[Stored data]
↓
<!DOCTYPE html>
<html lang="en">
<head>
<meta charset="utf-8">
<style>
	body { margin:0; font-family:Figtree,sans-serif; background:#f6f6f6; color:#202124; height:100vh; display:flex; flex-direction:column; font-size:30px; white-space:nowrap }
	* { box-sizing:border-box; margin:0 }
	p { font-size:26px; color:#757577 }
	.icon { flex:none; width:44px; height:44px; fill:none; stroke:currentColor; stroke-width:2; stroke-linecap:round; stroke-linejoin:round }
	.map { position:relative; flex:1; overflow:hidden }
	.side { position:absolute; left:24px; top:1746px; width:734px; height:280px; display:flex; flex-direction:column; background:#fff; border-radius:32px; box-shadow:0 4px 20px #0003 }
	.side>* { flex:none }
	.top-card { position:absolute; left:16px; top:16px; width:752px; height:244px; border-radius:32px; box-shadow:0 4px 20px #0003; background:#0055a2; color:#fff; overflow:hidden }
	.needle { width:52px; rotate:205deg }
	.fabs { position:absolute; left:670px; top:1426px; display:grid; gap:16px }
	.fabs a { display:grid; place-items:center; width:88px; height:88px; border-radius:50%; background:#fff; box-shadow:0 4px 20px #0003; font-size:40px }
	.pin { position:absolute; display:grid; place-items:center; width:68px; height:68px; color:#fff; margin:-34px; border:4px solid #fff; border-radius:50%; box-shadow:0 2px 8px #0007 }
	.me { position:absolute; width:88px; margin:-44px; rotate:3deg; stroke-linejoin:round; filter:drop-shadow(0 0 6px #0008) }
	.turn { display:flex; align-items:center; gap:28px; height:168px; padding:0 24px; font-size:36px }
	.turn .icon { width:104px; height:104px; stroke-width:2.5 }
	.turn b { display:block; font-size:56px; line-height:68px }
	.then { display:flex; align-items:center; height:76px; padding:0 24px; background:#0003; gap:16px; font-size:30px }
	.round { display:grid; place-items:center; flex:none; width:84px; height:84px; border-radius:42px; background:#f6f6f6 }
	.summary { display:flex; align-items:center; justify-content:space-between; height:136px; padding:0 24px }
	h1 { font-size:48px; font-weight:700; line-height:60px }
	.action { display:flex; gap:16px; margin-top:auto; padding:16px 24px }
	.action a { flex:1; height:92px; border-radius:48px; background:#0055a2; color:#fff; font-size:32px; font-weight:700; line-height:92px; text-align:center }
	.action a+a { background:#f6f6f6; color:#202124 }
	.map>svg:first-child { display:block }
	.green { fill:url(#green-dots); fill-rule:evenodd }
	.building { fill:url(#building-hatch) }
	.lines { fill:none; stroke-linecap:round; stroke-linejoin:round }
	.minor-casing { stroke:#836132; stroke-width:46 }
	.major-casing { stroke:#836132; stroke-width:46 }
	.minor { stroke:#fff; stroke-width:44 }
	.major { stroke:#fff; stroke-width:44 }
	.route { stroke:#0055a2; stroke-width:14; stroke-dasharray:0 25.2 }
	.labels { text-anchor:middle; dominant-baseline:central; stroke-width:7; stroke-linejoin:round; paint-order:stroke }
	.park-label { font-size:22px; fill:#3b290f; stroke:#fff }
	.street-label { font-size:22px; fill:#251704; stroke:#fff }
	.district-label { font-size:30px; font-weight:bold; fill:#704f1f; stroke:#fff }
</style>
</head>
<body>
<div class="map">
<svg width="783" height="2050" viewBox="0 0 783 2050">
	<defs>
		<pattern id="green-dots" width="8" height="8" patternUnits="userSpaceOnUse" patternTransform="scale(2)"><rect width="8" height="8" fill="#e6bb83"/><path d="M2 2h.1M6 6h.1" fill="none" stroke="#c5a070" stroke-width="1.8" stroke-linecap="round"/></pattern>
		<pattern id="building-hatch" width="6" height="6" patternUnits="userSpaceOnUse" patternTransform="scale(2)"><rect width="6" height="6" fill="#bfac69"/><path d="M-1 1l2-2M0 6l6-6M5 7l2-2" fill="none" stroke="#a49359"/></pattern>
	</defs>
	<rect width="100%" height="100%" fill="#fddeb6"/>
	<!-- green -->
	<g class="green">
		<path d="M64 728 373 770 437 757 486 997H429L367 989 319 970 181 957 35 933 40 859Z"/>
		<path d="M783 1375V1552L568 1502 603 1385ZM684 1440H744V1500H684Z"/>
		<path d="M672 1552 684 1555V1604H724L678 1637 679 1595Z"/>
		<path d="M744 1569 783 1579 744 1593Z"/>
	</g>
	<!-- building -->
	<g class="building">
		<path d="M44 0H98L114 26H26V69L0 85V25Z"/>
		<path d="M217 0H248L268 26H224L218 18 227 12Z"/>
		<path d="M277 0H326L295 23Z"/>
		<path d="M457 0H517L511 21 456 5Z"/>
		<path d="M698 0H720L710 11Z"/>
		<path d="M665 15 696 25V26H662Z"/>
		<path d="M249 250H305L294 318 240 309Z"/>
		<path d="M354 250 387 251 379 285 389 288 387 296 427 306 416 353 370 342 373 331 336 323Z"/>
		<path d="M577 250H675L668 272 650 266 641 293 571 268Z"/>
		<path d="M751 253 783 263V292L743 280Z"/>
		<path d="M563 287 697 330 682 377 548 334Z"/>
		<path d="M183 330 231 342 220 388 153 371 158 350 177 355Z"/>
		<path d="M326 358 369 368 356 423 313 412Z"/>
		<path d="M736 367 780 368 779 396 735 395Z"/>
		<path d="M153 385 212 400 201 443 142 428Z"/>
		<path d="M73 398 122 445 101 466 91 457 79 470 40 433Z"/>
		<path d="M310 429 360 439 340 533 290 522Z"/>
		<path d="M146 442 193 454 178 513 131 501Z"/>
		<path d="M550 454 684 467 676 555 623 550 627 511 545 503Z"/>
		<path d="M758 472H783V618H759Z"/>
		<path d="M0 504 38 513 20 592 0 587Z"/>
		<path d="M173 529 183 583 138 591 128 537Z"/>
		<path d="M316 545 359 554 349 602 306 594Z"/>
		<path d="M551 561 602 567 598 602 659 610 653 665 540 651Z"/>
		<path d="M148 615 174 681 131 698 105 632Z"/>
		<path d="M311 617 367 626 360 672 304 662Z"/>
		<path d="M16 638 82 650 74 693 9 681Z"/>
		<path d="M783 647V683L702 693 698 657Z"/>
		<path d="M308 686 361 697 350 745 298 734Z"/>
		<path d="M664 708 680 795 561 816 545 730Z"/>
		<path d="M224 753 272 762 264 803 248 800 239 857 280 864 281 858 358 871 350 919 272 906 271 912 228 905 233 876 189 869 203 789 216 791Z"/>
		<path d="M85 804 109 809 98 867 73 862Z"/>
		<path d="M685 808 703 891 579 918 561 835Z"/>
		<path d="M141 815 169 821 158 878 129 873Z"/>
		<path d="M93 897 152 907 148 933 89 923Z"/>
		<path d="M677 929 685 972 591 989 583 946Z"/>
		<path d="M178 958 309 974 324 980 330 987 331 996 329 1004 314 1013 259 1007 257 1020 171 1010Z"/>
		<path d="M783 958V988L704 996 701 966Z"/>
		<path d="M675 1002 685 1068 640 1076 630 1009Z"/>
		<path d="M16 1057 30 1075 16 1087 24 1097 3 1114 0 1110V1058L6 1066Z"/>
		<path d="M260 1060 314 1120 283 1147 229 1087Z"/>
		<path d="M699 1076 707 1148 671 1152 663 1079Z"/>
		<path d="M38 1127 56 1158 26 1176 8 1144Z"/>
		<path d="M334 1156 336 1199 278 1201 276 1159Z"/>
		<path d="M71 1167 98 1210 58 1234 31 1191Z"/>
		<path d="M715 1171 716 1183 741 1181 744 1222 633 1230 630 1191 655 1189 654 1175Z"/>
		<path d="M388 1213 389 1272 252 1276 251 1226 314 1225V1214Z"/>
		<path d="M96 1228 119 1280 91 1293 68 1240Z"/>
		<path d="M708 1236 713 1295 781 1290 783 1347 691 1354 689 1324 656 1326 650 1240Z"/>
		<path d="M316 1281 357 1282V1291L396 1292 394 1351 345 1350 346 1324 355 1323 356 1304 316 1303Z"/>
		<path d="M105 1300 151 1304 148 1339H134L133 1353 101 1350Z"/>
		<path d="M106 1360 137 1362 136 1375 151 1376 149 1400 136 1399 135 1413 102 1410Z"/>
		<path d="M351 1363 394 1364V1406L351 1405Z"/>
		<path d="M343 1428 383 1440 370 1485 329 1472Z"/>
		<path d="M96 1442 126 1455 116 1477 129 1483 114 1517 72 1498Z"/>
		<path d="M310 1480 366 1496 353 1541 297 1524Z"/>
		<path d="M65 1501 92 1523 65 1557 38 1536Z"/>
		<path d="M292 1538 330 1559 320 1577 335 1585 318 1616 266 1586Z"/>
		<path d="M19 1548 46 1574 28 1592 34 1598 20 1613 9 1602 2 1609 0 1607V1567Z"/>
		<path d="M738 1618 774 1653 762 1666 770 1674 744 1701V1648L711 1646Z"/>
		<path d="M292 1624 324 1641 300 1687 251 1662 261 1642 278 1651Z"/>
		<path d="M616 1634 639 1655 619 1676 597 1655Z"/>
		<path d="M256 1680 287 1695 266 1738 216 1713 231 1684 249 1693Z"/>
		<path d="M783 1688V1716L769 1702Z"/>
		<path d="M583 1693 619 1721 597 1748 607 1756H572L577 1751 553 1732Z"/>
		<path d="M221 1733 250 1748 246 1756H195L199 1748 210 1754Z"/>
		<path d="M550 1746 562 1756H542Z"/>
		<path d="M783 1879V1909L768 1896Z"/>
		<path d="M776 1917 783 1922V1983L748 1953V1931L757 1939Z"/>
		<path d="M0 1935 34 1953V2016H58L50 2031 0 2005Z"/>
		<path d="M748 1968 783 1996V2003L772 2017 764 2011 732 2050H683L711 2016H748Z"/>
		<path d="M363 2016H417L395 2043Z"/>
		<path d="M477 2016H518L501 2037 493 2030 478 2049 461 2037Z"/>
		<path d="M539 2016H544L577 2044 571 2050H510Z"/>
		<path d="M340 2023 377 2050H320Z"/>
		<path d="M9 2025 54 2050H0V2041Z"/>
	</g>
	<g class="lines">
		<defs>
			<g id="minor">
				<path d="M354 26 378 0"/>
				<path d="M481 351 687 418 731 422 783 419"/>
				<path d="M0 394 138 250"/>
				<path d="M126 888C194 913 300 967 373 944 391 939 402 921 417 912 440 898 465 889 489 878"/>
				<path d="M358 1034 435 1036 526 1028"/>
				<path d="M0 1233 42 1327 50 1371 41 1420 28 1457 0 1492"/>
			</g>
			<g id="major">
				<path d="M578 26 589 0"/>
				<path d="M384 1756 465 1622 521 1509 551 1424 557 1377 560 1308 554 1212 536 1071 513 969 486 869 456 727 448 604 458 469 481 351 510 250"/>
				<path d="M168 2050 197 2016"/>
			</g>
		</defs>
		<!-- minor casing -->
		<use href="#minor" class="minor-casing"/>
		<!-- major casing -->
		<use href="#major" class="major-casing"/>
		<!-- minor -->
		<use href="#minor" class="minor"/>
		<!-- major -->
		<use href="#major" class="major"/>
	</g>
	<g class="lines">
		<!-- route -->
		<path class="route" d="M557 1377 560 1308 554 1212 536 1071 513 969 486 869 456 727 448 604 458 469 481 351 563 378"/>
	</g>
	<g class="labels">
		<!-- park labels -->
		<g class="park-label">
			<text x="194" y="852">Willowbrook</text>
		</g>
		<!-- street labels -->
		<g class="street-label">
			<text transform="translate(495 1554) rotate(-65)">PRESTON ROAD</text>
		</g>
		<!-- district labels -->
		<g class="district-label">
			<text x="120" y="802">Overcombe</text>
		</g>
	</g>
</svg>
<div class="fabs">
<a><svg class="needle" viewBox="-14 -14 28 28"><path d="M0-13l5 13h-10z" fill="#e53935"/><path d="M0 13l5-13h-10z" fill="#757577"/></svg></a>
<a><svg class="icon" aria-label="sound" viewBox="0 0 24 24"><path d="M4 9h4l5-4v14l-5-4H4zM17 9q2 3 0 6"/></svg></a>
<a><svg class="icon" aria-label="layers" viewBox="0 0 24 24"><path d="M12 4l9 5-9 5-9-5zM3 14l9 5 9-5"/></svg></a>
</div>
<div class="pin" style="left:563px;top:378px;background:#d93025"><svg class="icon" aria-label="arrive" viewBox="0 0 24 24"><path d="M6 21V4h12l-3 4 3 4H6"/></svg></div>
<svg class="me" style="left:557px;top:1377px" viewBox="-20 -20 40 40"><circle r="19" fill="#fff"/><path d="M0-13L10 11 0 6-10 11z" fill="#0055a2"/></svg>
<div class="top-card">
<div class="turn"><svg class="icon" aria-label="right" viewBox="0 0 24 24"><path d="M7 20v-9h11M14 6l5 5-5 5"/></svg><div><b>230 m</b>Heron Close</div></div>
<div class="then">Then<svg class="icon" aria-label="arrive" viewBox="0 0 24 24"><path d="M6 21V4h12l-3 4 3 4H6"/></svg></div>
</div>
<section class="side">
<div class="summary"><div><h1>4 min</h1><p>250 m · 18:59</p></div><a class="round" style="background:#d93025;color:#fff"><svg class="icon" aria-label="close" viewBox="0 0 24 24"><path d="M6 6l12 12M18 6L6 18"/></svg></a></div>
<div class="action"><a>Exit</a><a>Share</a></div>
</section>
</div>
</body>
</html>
↑
PROMPT: Using the records above, list each line that includes "overflow".

ANSWER:
	.map { position:relative; flex:1; overflow:hidden }
	.top-card { position:absolute; left:16px; top:16px; width:752px; height:244px; border-radius:32px; box-shadow:0 4px 20px #0003; background:#0055a2; color:#fff; overflow:hidden }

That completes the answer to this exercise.